Arm s’attaque directement au marché des puces IA avec un ex-cadre d’Amazon
Arm Holdings a frappé un coup d’éclat stratégique en recrutant Rami Sinno, ancien directeur des puces d’intelligence artificielle chez Amazon, rapporte Reuters. Ce spécialiste des accélérateurs IA, à l’origine des processeurs Trainium et Inferentia, aura pour mission de renforcer les ambitions de la société britannique dans la conception de ses propres semi-conducteurs. Une orientation nouvelle pour Arm, qui, jusqu’ici, se limitait à la fourniture d’architectures processeurs et de jeux d’instructions.
Historiquement, Arm se positionne comme un fournisseur de propriété intellectuelle (IP) : ses architectures alimentent la quasi-totalité des smartphones dans le monde et sont de plus en plus adoptées dans les serveurs. Les revenus reposent essentiellement sur les licences et les redevances versées par des acteurs comme Apple, Nvidia ou Qualcomm qui intègrent ses cœurs CPU dans leurs propres produits. Mais face à la montée en puissance des besoins en calcul intensif pour l’intelligence artificielle, Arm souhaite aujourd’hui franchir une étape décisive : passer du statut de concepteur d’IP à celui de fournisseur de puces complètes.

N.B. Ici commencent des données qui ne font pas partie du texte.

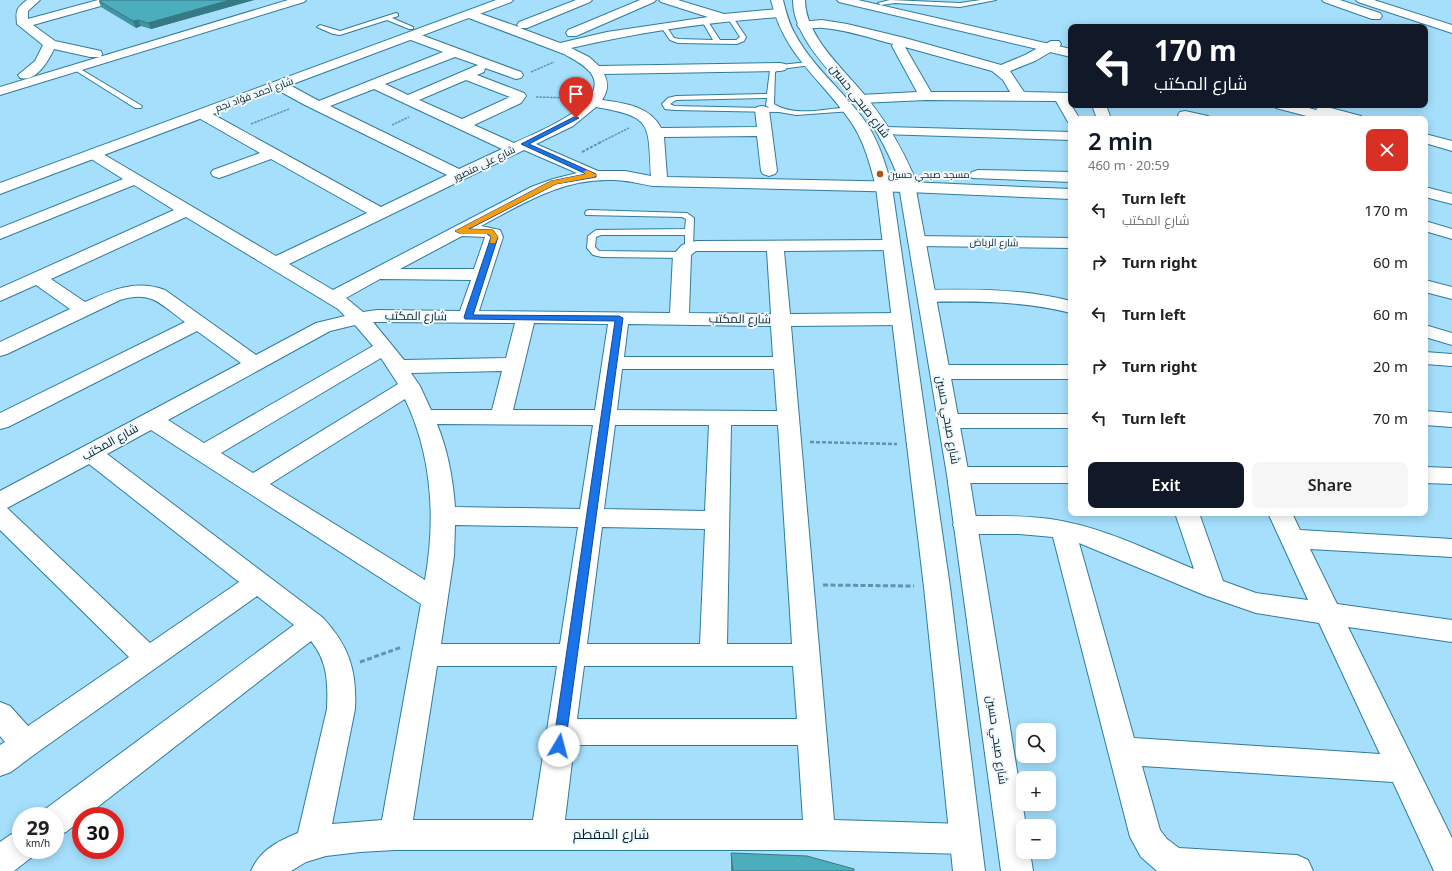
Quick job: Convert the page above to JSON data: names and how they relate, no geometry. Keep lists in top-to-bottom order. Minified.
{"streets":{"street":["شارع أحمد فؤاد نجم","شارع صبحي حسين","شارع على منصور","شارع الرياض","شارع المكتب","شارع المقطم"]},"crossings":[["شارع صبحي حسين","شارع الرياض"],["شارع صبحي حسين","شارع المكتب"],["شارع صبحي حسين","شارع المقطم"]],"places":["مسجد صبحي حسين"],"page":{"turn":["170 m","شارع المكتب"],"heading":["2 min","460 m · 20:59"],"list":[{"name":"Turn left","note":"شارع المكتب","value":"170 m"},{"name":"Turn right","value":"60 m"},{"name":"Turn left","value":"60 m"},{"name":"Turn right","value":"20 m"},{"name":"Turn left","value":"70 m"}],"buttons":["Exit","Share"],"map_buttons":["+","−"],"speed":"29 km/h","limit":"30"}}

L’IA comme levier stratégique : tirer les leçons d’Amazon
Chez Amazon Web Services, Rami Sinno supervisait la conception de processeurs IA capables de rivaliser avec les GPU de Nvidia, référence incontestée pour l’entraînement et l’inférence des modèles d’intelligence artificielle. L’expérience acquise autour de l’équilibre entre performance, coût et efficacité énergétique constitue un atout stratégique pour Arm, qui ambitionne de proposer des alternatives compétitives dans un marché en explosion.
Des ambitions affichées autour des chiplets et systèmes complets
Le PDG d’Arm, Rene Haas, a confirmé la volonté de l’entreprise de s’implanter dans la fabrication de chiplets, ces blocs fonctionnels interconnectés qui permettent de composer des processeurs sur-mesure, ainsi que de systèmes entiers. Cette approche modulaire vise à répondre à la scalabilité des workloads IA, mais aussi à offrir plus de flexibilité aux fabricants de serveurs et d’équipements électroniques.
L’arrivée de Sinno s’inscrit donc dans une dynamique de montée en gamme : ne plus être seulement la “clé de voûte CPU”, mais un acteur capable de proposer des solutions intégrées et optimisées pour les centres de données et l’IA.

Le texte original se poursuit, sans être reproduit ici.